Not only Ana, but for the first time, all around me came true vocalizations that I supposed were laughter. The warriors all around me made the same "Hoop" sounding laugh, but just for a brief, single moment. The swarm behind me startled and bristled once more at the sudden, unnerving sound. I gestured for them to calm and gather themselves back together as Bloodpriestess Ana began to explain.
"Ah, Ashlani, that isn't so. A friend is one who occasionally does good things for you. Perhaps they will give you some of their meat, or give a gift when your children are birthed. An honorable foe, however… will hone you. They will shape you. They will change you to your best form. They will pit their strengths against your weaknesses while you put your strengths to their weaknesses. You both glory in it as the struggle will draw from you depths of self-understanding and desperation and growth that a friend can never offer. A friend is one you share meals with. An honorable foe is one you share scars with."
I nodded slowly, understanding her point. "Then… to prove I am fahvalo… I must show that I am a suitable stone upon which to sharpen yourselves?"
"You prove yourself a capable learner, Saharliard Ashlani. Do you wish to prove yourself fahvalo?"
"And the other option is to pass through your lands and leave my swarm here to be slaughtered at your hands?"
"I would offer them death at the fifth finger, an honorable shedding of their blood for the Mother. But yes, their ends would be as sacrifice."
"Ok, then I guess I need to prove myself to you. How?"
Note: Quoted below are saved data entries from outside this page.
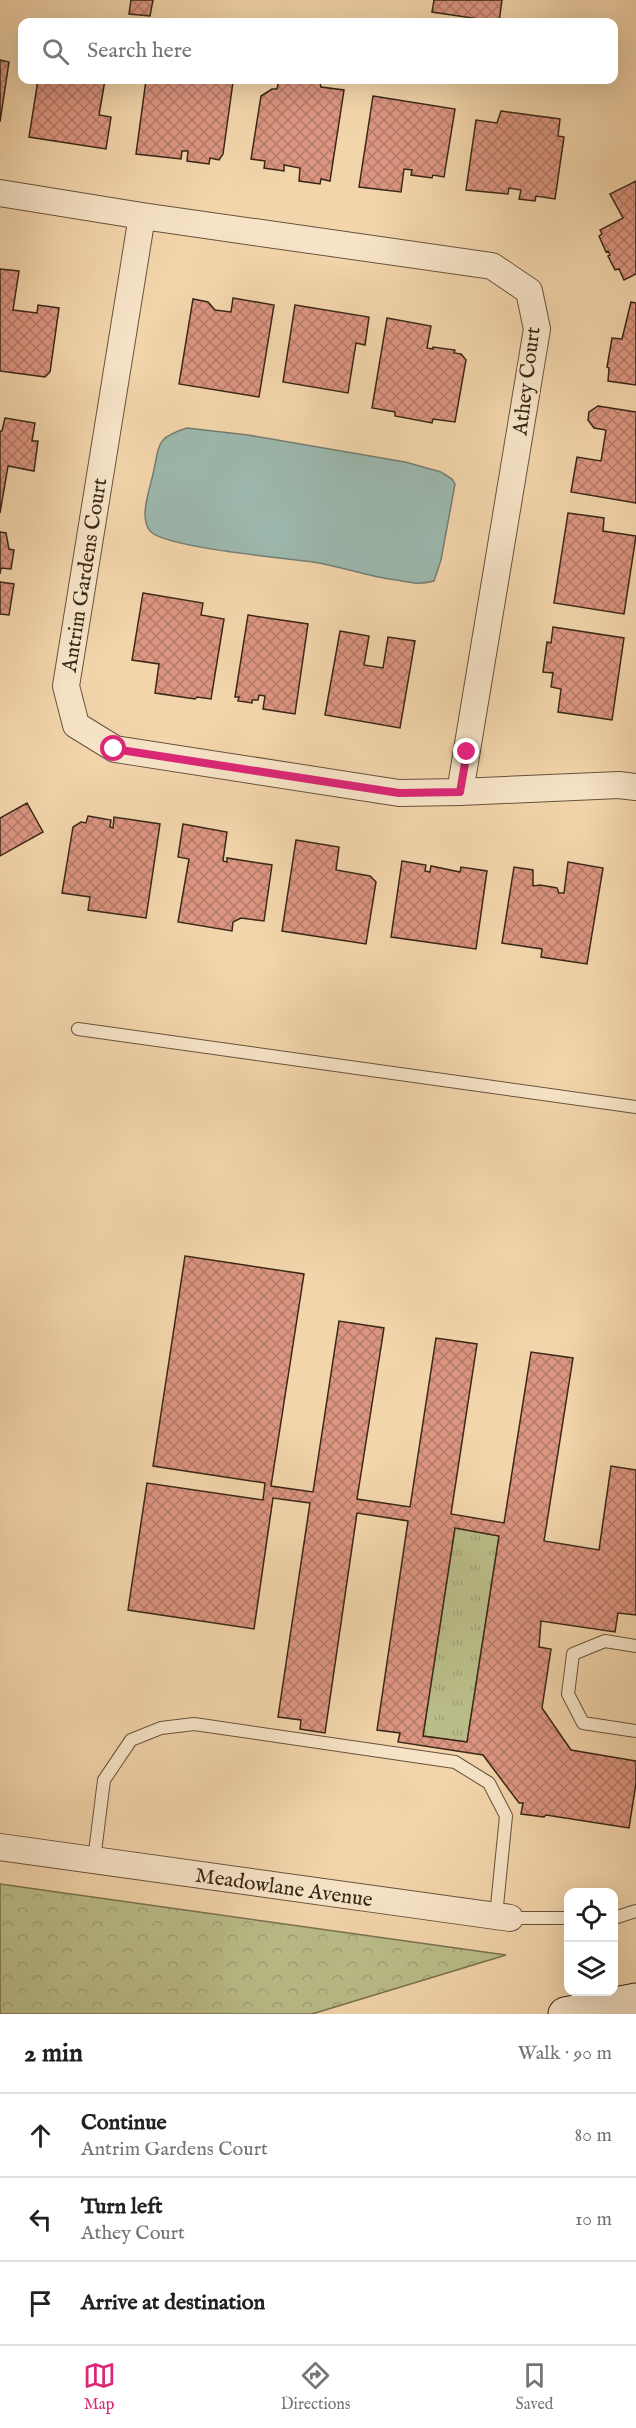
<!DOCTYPE html>
<meta charset="utf-8">
<style>
:root{--surface:#fff;--page:#f2f2f2;--text:#202124;--muted:#757577;--line:#e0e0e0;--accent:#db2777}
body{margin:0;font-family:"IM FELL English",serif;background:var(--page);color:var(--text)}
.controls{position:absolute;right:18px;bottom:18px;display:grid;overflow:hidden;border-radius:12px;box-shadow:0 6px 24px #0002}
.controls button{width:54px;height:54px;display:grid;place-items:center;padding:0;border:0;border-bottom:2px solid var(--line);background:var(--surface);color:var(--text);font:30px sans-serif}
.stop{position:absolute;width:18px;height:18px;margin:-14px;border:4px solid #db2777;border-radius:50%;background:#fff}
.stop.end{background:#db2777;border-color:#fff;box-shadow:0 2px 6px #0008}
.list{margin:0;padding:0;list-style:none}
h2{display:flex;justify-content:space-between;align-items:center;height:78px;margin:0;padding:0 24px;font-size:26px}
h2 small{font-size:20px;font-weight:400;color:var(--muted)}
.list li{display:grid;grid-template-columns:39px 1fr auto;gap:18px;align-items:center;box-sizing:border-box;height:84px;padding:0 24px;border-top:2px solid var(--line)}
.list b{display:block;font-size:22px;white-space:nowrap}
.list p{margin:0;font-size:20px;white-space:nowrap;color:var(--muted)}
.list em{font-size:20px;font-style:normal;color:var(--muted)}
.icon{flex:none;width:33px;height:33px;fill:none;stroke:currentColor;stroke-width:2;stroke-linecap:round;stroke-linejoin:round}
.map{position:relative;flex:none;width:636px;height:2014px;overflow:hidden}
.search{position:absolute;background:var(--surface);box-shadow:0 6px 24px #0002;left:18px;right:18px;top:18px;height:66px;display:flex;align-items:center;gap:15px;box-sizing:border-box;padding:0 21px;border-radius:12px;color:var(--muted);font-size:22px}
.sheet{height:330px;background:var(--surface)}
nav{display:flex;justify-content:space-around;align-items:center;box-sizing:border-box;height:84px;border-top:2px solid var(--line);background:var(--surface);font-size:16px;color:var(--muted)}
nav a{display:grid;justify-items:center;gap:3px}
nav .on{color:var(--accent)}
.map>svg:first-child{display:block}
</style>
<div class="map">
<svg width="636" height="2014" viewBox="0 0 636 2014">
<defs>
<pattern id="grass-tufts" width="24" height="20" patternUnits="userSpaceOnUse" patternTransform="scale(1.5)"><rect width="24" height="20" fill="#babd89"/><path d="M3 7l-1-3M5 7V3M7 7l1-3M15 17l-1-3M17 17v-4M19 17l1-3" fill="none" stroke="#a1a276"/></pattern>
<pattern id="forest-crowns" width="20" height="18" patternUnits="userSpaceOnUse" patternTransform="scale(1.5)"><rect width="20" height="18" fill="#babd89"/><path d="M2 6a3 3 0 1 1 6 0M12 15a3 3 0 1 1 6 0" fill="none" stroke="#a1a276"/></pattern>
<pattern id="building-cross-hatch" width="8" height="8" patternUnits="userSpaceOnUse" patternTransform="scale(1.5)"><rect width="8" height="8" fill="#dc9580"/><path d="M0 0l8 8M0 8l8-8" fill="none" stroke="#b37a68"/></pattern>
</defs>
<rect width="100%" height="100%" fill="#f3d5ab"/>
<filter id="stains"><feTurbulence type="fractalNoise" baseFrequency=".00333" numOctaves="4"/><feColorMatrix values="0 0 0 0 .2 0 0 0 0 .09 0 0 0 0 .02 0 0 0 .5 -.17"/></filter>
<radialGradient id="worn" r=".72"><stop offset=".6" stop-color="#630" stop-opacity="0"/><stop offset="1" stop-color="#630" stop-opacity=".3"/></radialGradient>
<path fill="url(#grass-tufts)" stroke="#7a7250" stroke-width="1.5" d="M455,1528L499,1536L467,1742L423,1736Z"/>
<path fill="url(#forest-crowns)" stroke="#7a7250" stroke-width="1.5" d="M0,1884L506,1955L312,2014H0Z"/>
<path fill="#9cb8ae" stroke="#747e72" stroke-width="1.5" d="M187,428L248,435L405,462L441,472L452,479L455,484L441,560L434,581C415,586 408,581 389,579C364,575 339,566 313,562C284,558 169,548 151,532C138,519 150,489 153,474C160,444 155,438 187,428Z"/>
<path fill="url(#building-cross-hatch)" stroke="#392817" stroke-width="1.5" fill-rule="evenodd" d="M131,0H153L150,16L129,14Z
M434,0H502L499,22L432,12Z
M0,60L9,62L0,122Z
M38,80H105L99,115L111,117L106,149L29,137Z
M146,80H211L233,82L223,154L219,160L210,158L209,164L187,161L188,151H182L181,159L136,154Z
M279,80H298L320,83L321,87L344,90L330,181L321,179L320,184L299,181L300,168L284,165V171L264,168L265,161L251,159L261,96L272,89H277Z
M373,96L455,109L444,177L433,175L432,178L411,175L412,170L404,169L401,192L359,187Z
M501,111L560,119L558,136L564,137L555,199L536,196L535,201L519,199L521,190L509,188L508,194L466,190L476,120L497,123Z
M636,181V274L624,280L619,269L615,270L608,256L610,255L608,251L606,252L599,236L602,234L600,230L623,218L610,194Z
M0,269L19,271L13,310L37,313L38,305L59,308L50,372L45,377L0,371Z
M233,298L274,305L259,397L179,384L193,299L208,302L215,310L231,312Z
M631,302L636,303V385L608,381L609,368L607,367L612,338L622,339Z
M295,305L369,317L365,345L356,343L348,393L283,382Z
M387,318L431,326L427,348L433,349V347L455,350L454,353L461,354L466,360L455,422L433,419L432,423L395,416V412L372,408Z
M598,406L636,412V503L571,492L577,457L601,461L606,430L594,428L588,420L589,412Z
M5,418L35,423L32,441H38L34,471L8,466L0,513V431H2Z
M568,513L604,518L603,531L636,536L624,614L554,603Z
M0,532L6,533L9,549L14,550L11,569L1,568L0,574Z
M0,582L14,584L9,615L0,614Z
M143,593L203,603L201,615L224,619L211,699L197,697L195,699L155,693L159,664L132,660Z
M248,615L308,624L295,714L263,709L265,696L259,695L258,700H252V703L238,701L239,697H235Z
M553,627L624,638L612,720L558,712L561,689L551,687L553,673L543,672L547,642L551,643Z
M340,631L369,636L364,665L383,668L388,637L415,641L400,728L325,715Z
M27,803L43,832L0,856V818Z
M88,816L111,820L110,827L113,828L114,817L160,824L146,918L88,910L90,897L62,893L73,827L81,822L86,823Z
M183,824L227,832L223,861L227,862V858L272,865L264,921L241,918L233,922L232,931L178,922L189,859L178,857Z
M296,840L339,847L336,870L370,876L376,882L366,944L282,931Z
M402,861L426,865L425,871L430,872L431,866L460,872L461,867L487,871L476,949L391,937Z
M568,862L603,868L587,964L541,957L542,949L502,943L514,867L533,870V886L540,885L557,888L559,893H564Z
M185,1256L304,1274L271,1486L313,1492L339,1321L384,1328L357,1499L410,1507L436,1338L477,1344L451,1514L504,1523L531,1352L573,1358L544,1541L599,1550L611,1466L636,1470V1615L618,1613L615,1632L541,1621L539,1647L551,1649L542,1708L571,1750L636,1761V1783L629,1828L546,1815L544,1817L521,1814L523,1803H519L483,1755L398,1742L400,1733L377,1730L408,1521L357,1513L325,1733L300,1729L301,1720L278,1717L310,1503L273,1498L254,1629L128,1610L147,1483L263,1500L265,1483L153,1466ZM455,1528L499,1536L467,1742L423,1736Z"/>
<g fill="none" stroke-linecap="round" stroke-linejoin="round">
<defs>
<path id="lane" d="M78,1029L636,1107
M636,1646L605,1641L573,1654L568,1694L583,1723L636,1731
M94,1860L104,1780L131,1740L161,1728L194,1724L455,1762L489,1783L506,1816L496,1916
M510,1918H568
M614,1918L636,1911"/>
<path id="street" d="M0,193L142,216L66,686L76,725L115,749L399,793L460,792L619,785L636,787
M142,216L492,266L529,291L537,329L460,792
M0,1847L510,1918"/>
<path id="secondary" d="M565,2014L636,2000"/>
</defs>
<use href="#lane" stroke="#68533c" stroke-width="14"/>
<use href="#street" stroke="#68533c" stroke-width="28"/>
<use href="#secondary" stroke="#392817" stroke-width="35"/>
<use href="#lane" stroke="#f7e4c8" stroke-width="12"/>
<use href="#street" stroke="#f7e4c8" stroke-width="26"/>
<use href="#secondary" stroke="#f7e4c8" stroke-width="33"/>
</g>
<g fill="none" stroke-linecap="round" stroke-linejoin="round">
<path stroke="#db2777" stroke-width="8" d="M114,749L399,793L460,792L467,752"/>
</g>
<g text-anchor="middle" stroke-width="4.5" stroke-linejoin="round" paint-order="stroke">
<g font-size="21" fill="#392817" stroke="#f7e4c8">
<text transform="translate(526 381) rotate(-83)" y="7">Athey Court</text>
<text transform="translate(84 575) rotate(-81)" y="7">Antrim Gardens Court</text>
<text transform="translate(284 1887) rotate(8)" y="7">Meadowlane Avenue</text>
</g>
</g>
<rect width="100%" height="100%" filter="url(#stains)"/>
<rect width="100%" height="100%" fill="url(#worn)"/>
</svg>
<div class="controls">
<button><svg class="icon" aria-label="locate" viewBox="0 0 24 24"><circle cx="12" cy="12" r="6"/><path d="M12 2v4M12 18v4M2 12h4M18 12h4"/></svg></button>
<button><svg class="icon" aria-label="layers" viewBox="0 0 24 24"><path d="M12 4l9 5-9 5-9-5zM3 14l9 5 9-5"/></svg></button>
</div>
<div class="stop" style="left:114px;top:749px"></div>
<div class="stop end" style="left:467px;top:752px"></div>
<div class="search"><svg class="icon" aria-label="search" viewBox="0 0 24 24"><circle cx="10" cy="10" r="6"/><path d="M15 15l6 6"/></svg>Search here</div>
</div>
<section class="sheet">
<h2>2 min<small>Walk · 90 m</small></h2>
<ul class="list">
<li><svg class="icon" aria-label="ahead" viewBox="0 0 24 24"><path d="M12 20V5M6 11l6-6 6 6"/></svg><div><b>Continue</b><p>Antrim Gardens Court</p></div><em>80 m</em></li>
<li><svg class="icon" aria-label="left" viewBox="0 0 24 24"><path d="M17 20v-9H6M10 6l-5 5 5 5"/></svg><div><b>Turn left</b><p>Athey Court</p></div><em>10 m</em></li>
<li><svg class="icon" aria-label="arrive" viewBox="0 0 24 24"><path d="M6 21V4h12l-3 4 3 4H6"/></svg><div><b>Arrive at destination</b></div></li>
</ul>
</section>
<nav>
<a class="on"><svg class="icon" aria-label="map" viewBox="0 0 24 24"><path d="M3 6l6-2 6 2 6-2v14l-6 2-6-2-6 2zM9 4v14M15 6v14"/></svg>Map</a>
<a><svg class="icon" aria-label="directions" viewBox="0 0 24 24"><path d="M12 3l9 9-9 9-9-9zM9 14v-3h6M13 9l2 2-2 2"/></svg>Directions</a>
<a><svg class="icon" aria-label="saved" viewBox="0 0 24 24"><path d="M7 4h10v16l-5-4-5 4z"/></svg>Saved</a>
</nav>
The grin that crossed Bloodpriestess Ana's face was positively vulpine as she lurched into her unnerving rushing gait forward and entered my personal space.
"Oh, I am glad that you have chosen the path of honor. You could not have remained Saharliard if you were to have abandoned your swarm to the Bloodsoaked Mother Narsha'at."
With that, I had passed the first of the Moonchildren's tests.